When lunch hour rolled around, instead of getting something to eat, Heather drove to the museum to see if the new docent was on duty. She decided her vis
it would not appear spontaneous if she called first, inquiring about docents.
To Heather’s delight, the docent who greeted her when she walked into the museum was an unfamiliar face, and one who appeared to be the right gender and age of Ginny Thomas. A quick glance at the docent’s name tag confirmed her suspicion.
So this is who Kelly thinks would be perfect for Brian, Heather thought. I don’t see it. Ginny, unaware of Heather’s scrutiny, explained the museum’s admission price and the benefit of membership to the Frederickport Historical Society.
“I’m already a member of the historical society,” Heather said, interrupting Ginny in the middle of her spiel.
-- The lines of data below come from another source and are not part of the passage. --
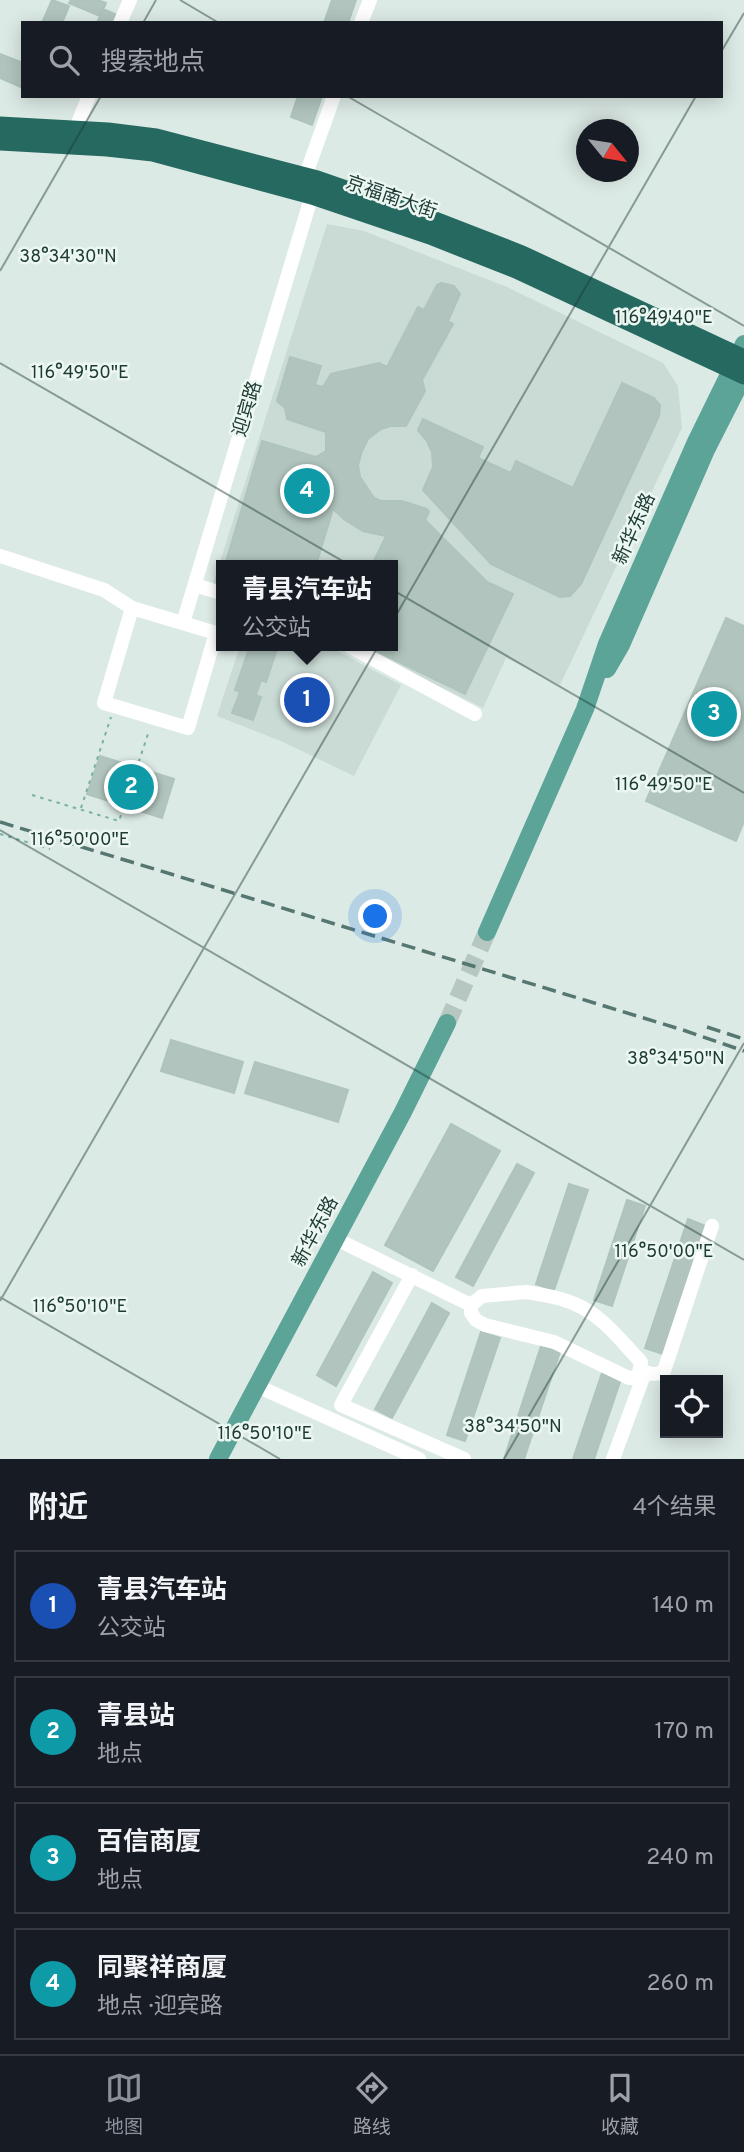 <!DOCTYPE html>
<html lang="zh">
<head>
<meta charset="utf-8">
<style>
  :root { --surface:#171b24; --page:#20242c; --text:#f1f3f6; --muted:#9ea1a6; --line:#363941; --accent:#8c9099 }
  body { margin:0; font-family:Overpass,"Noto Sans SC",sans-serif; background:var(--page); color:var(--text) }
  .controls { position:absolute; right:21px; bottom:21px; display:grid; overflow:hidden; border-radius:0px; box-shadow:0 4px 18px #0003 }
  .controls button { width:63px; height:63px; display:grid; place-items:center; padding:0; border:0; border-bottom:2px solid var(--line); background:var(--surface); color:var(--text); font:35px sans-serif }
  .compass { position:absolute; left:576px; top:119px; width:63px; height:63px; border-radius:50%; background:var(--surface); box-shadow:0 4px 18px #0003; rotate:120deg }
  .you { position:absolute; left:376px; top:917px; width:24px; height:24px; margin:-18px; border:5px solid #fff; border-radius:50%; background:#1a73e8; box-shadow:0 0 0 10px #1a73e833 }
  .badge { display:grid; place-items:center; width:46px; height:46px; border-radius:50%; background:var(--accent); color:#fff; font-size:23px; font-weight:700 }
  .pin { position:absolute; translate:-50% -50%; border:4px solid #fff; box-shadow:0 2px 7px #0006 }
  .popup { position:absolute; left:216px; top:560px; width:182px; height:91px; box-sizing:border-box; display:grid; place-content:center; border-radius:0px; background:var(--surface); filter:drop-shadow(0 2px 5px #0005); font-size:23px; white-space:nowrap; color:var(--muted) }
  .popup b { font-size:26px; color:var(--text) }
  .popup::after { content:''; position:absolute; left:50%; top:100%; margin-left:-14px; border:14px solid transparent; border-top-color:var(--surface) }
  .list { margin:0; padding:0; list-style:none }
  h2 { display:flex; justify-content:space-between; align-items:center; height:91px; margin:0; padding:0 28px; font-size:30px }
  h2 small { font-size:23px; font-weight:400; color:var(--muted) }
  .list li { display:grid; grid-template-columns:46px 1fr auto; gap:21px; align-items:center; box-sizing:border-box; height:112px; margin:0 14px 14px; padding:0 14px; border:2px solid var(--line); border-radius:0px }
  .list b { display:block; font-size:26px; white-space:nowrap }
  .list p { margin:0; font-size:23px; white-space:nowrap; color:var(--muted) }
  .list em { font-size:23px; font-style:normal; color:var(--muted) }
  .icon { flex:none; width:38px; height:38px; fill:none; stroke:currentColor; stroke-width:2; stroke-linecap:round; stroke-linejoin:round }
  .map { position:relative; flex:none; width:744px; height:1459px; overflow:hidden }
  .search { position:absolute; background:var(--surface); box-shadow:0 4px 18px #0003; left:21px; right:21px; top:21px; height:77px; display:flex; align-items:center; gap:18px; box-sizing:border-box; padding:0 24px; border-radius:0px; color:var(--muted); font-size:26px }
  .sheet { height:595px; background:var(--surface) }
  nav { display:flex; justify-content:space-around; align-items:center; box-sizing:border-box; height:98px; border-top:2px solid var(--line); background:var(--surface); font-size:19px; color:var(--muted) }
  nav a { display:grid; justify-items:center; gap:4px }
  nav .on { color:var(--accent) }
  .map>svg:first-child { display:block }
  .built { fill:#cadad4 }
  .building { fill:#b1c5be; stroke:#aec4bd; stroke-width:2 }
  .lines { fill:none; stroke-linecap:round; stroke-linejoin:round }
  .major-tunnel { stroke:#b6c7c2; stroke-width:18; stroke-dasharray:18 9; stroke-linecap:butt }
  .path { stroke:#79b1a5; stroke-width:2; stroke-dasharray:3.5 5; stroke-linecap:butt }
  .minor { stroke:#fff; stroke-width:14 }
  .major { stroke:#5ca498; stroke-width:18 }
  .highway { stroke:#266961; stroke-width:19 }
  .rail { stroke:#567771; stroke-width:3.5; stroke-dasharray:14 7; stroke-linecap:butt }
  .ticks { fill:none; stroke:#1d3a35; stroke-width:2; stroke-opacity:0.45 }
  .labels { text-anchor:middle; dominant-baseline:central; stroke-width:5; stroke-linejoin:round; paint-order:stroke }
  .street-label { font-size:19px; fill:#1d3a35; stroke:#ecf7f2 }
  .ticks-label { font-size:18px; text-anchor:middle; fill:#1d3a35; stroke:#ecf7f2; stroke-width:5; stroke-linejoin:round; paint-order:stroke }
</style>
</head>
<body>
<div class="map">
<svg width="744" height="1459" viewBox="0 0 744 1459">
  <rect width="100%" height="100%" fill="#dceae5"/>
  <path class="built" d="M 327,224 L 364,231 L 507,287 L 663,363 L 678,386 L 682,428 L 560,685 L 506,658 L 483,708 L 357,646 L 393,646 L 393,565 L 221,565 L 221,587 L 213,584 Z
    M 240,646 L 328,646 L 401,685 L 354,776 L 283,742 L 217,716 Z"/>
  <path class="building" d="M 52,0 L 69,6 L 62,23 L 42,23 Z
    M 71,0 L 98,0 L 106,3 L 100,16 L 69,3 Z
    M 332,0 L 356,0 L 348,23 L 324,23 Z
    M 103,9 L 117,15 L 114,23 L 97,23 Z
    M 0,54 L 23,63 L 23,88 L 0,78 Z
    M 298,96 L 322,96 L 312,125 L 291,117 Z
    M 441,283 L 454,286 L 460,294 L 448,321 L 453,324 L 422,380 L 425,391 L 406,426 L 390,426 L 381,429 L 368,439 L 362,451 L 358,465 L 360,477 L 374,498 L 381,501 L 402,501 L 427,509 L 429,512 L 425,520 L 487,582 L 513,594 L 465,694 L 366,646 L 393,646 L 393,565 L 372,565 L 386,536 L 363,531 L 345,520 L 333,509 L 316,565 L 225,565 L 262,441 L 316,457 L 326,451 L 326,432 L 287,419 L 285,408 L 277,401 L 290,357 L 321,366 L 315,385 L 323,387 L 331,374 L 379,363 L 387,367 L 418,307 L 424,310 L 437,285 Z
    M 622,383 L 654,398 L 660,405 L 659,416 L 581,584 L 570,596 L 560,597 L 491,564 L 423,490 L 433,467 L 432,452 L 427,441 L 418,430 L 423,419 L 483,447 L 478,458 L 511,473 L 516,461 L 573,488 Z
    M 726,618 L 744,626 L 744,821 L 736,841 L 646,801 Z
    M 250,646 L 278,646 L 266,682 L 261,680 L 256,695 L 261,697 L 253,720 L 232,713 L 240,692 L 235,690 Z
    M 100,756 L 174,779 L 162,818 L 87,794 Z
    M 171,1040 L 243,1062 L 234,1093 L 161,1071 Z
    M 255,1062 L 348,1090 L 338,1122 L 245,1093 Z
    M 451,1124 L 500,1151 L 433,1271 L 385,1245 Z
    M 517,1164 L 534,1173 L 473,1286 L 456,1277 Z
    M 569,1184 L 588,1190 L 554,1290 L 536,1284 Z
    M 627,1200 L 645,1206 L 612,1306 L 594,1300 Z
    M 688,1219 L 706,1226 L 663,1354 L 645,1348 Z
    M 373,1272 L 392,1283 L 336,1386 L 317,1375 Z
    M 432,1303 L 449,1313 L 392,1418 L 375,1409 Z
    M 481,1332 L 500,1338 L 465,1441 L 447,1435 Z
    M 541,1346 L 560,1352 L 524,1459 L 504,1459 Z
    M 602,1373 L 621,1379 L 594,1459 L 573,1459 Z"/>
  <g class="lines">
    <path class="major-tunnel" d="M 447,1023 L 487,932"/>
    <path class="path" d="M 32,795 L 119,821 L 149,731
      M 81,808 L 111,717
      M 0,834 L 50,849"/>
    <path class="minor" d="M 120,23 L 130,0
      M 361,23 L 370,0
      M 75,130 L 89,96
      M 305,177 L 334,96
      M 0,556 L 104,590 L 132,608
      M 195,585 L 221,593
      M 132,608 L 216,633 L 188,728 L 104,703 Z
      M 183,623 L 312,195
      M 349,646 L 475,714
      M 336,1239 L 471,1305
      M 412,1275 L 341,1405 L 464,1459
      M 526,1292 C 543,1295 560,1297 575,1304 C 603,1316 621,1341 641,1362 L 639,1373 L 634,1378 L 629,1378 L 554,1342 L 485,1325 L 476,1320 L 471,1313 L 471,1305 L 482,1296 Z
      M 640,1370 C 649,1374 655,1376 664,1371 L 712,1226
      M 257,1386 L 419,1459
      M 613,1459 L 645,1372"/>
    <path class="major" d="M 607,669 L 621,645 L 706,450 L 744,375
      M 487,932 L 585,709 L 607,644 L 696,442 L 744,344
      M 218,1459 L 403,1112 L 447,1023"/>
    <path class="highway" d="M 0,126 L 108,132 L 156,138 L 317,180 L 435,221 L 522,255 L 744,359
      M 0,141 L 107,147 L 153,152 L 312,195 L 430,235 L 516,269 L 744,375"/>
    <path class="rail" d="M 0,822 L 683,1030 L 744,1051
      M 707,1027 L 744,1039"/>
  </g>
  <path class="ticks" d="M 180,0 L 219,23M 143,23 L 156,0M 721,52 L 744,13M 347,96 L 744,326M 0,271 L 101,96M 0,363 L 744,793M 0,830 L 744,1260M 0,1297 L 280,1459M 0,1301 L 696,96M 504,1459 L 744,1043"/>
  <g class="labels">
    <g class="street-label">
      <text transform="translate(391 198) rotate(19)">京福南大街</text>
      <text transform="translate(248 409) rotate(-73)">迎宾路</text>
      <text transform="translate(635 529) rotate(-66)">新华东路</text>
      <text transform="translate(316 1232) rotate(-62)">新华东路</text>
    </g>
  </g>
  <g class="ticks-label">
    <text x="68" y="262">38°34'30"N</text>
    <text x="664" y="323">116°49'40"E</text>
    <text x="80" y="378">116°49'50"E</text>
    <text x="664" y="790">116°49'50"E</text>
    <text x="80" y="845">116°50'00"E</text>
    <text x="676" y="1064">38°34'50"N</text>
    <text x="664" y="1257">116°50'00"E</text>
    <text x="80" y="1312">116°50'10"E</text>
    <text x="513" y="1432">38°34'50"N</text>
    <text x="265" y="1439">116°50'10"E</text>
  </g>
</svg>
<div class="controls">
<button><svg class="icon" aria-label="locate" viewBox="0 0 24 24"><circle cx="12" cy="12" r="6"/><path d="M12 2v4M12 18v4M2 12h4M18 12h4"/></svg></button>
</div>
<svg class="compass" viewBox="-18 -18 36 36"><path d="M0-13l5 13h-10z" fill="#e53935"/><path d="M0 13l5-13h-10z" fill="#9ea1a6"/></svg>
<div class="you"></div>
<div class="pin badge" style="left:307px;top:700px;background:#1a4fb4">1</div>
<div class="popup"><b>青县汽车站</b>公交站</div>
<div class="pin badge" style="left:131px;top:787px;background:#0f9aa8">2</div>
<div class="pin badge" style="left:714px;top:714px;background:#0f9aa8">3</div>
<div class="pin badge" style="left:307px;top:491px;background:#0f9aa8">4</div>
<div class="search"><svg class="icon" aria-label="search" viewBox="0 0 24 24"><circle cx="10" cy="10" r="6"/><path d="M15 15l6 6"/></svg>搜索地点</div>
</div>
<section class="sheet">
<h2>附近<small>4个结果</small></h2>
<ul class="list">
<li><span class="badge" style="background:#1a4fb4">1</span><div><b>青县汽车站</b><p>公交站</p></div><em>140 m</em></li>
<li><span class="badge" style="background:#0f9aa8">2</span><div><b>青县站</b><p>地点</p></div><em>170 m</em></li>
<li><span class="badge" style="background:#0f9aa8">3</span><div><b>百信商厦</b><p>地点</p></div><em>240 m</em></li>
<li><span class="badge" style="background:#0f9aa8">4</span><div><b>同聚祥商厦</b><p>地点 · 迎宾路</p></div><em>260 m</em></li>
</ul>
</section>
<nav>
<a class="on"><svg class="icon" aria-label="map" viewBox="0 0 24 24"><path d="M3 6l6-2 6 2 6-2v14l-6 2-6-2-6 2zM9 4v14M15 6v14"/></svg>地图</a>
<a><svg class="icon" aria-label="directions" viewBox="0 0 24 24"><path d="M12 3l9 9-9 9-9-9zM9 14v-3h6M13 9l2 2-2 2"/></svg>路线</a>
<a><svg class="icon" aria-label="saved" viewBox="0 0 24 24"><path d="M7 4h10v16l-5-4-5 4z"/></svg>收藏</a>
</nav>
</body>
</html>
One perk of membership of the historical society was free admission to the museum. “My name’s Heather Donovan.”
“The Heather Donovan?” Ginny asked.
“No one ever called me a the before,” Heather muttered.
Ginny grinned. “I meant the one I read about in the paper last week.”
Heather let out a sigh. “Yes, that one.”
“I’m so happy to hear you all made it safely home,” Ginny said.
“Me too.”
“My name’s Ginny Thomas,” Ginny said, pointing to her name tag. “I’m a new docent at the museum. I heard you used to be a docent here.”
“Yes, I did.”
“You don’t docent anymore?” Ginny asked.
Heather shrugged. “I don’t have as much time as I used to, with my job and all.”
Ginny nodded. “I understand. I’m retired, so I have lots of free time.”
You look awful young to be retired, Heather thought. But then she remembered the woman was a widow and assumed the husband must have left his wife with enough money so she didn’t have to work.
“I met your fellow—not sure what to call them—captives? Walt Marlow and Brian Henderson.”
“You can just call them my friends,” Heather suggested.
“Such a harrowing experience!” Ginny gushed. “What brings you to the museum today?”
“Um… I was wondering if the museum had a collection of vintage magazines. I heard they’ve gotten some new things in.”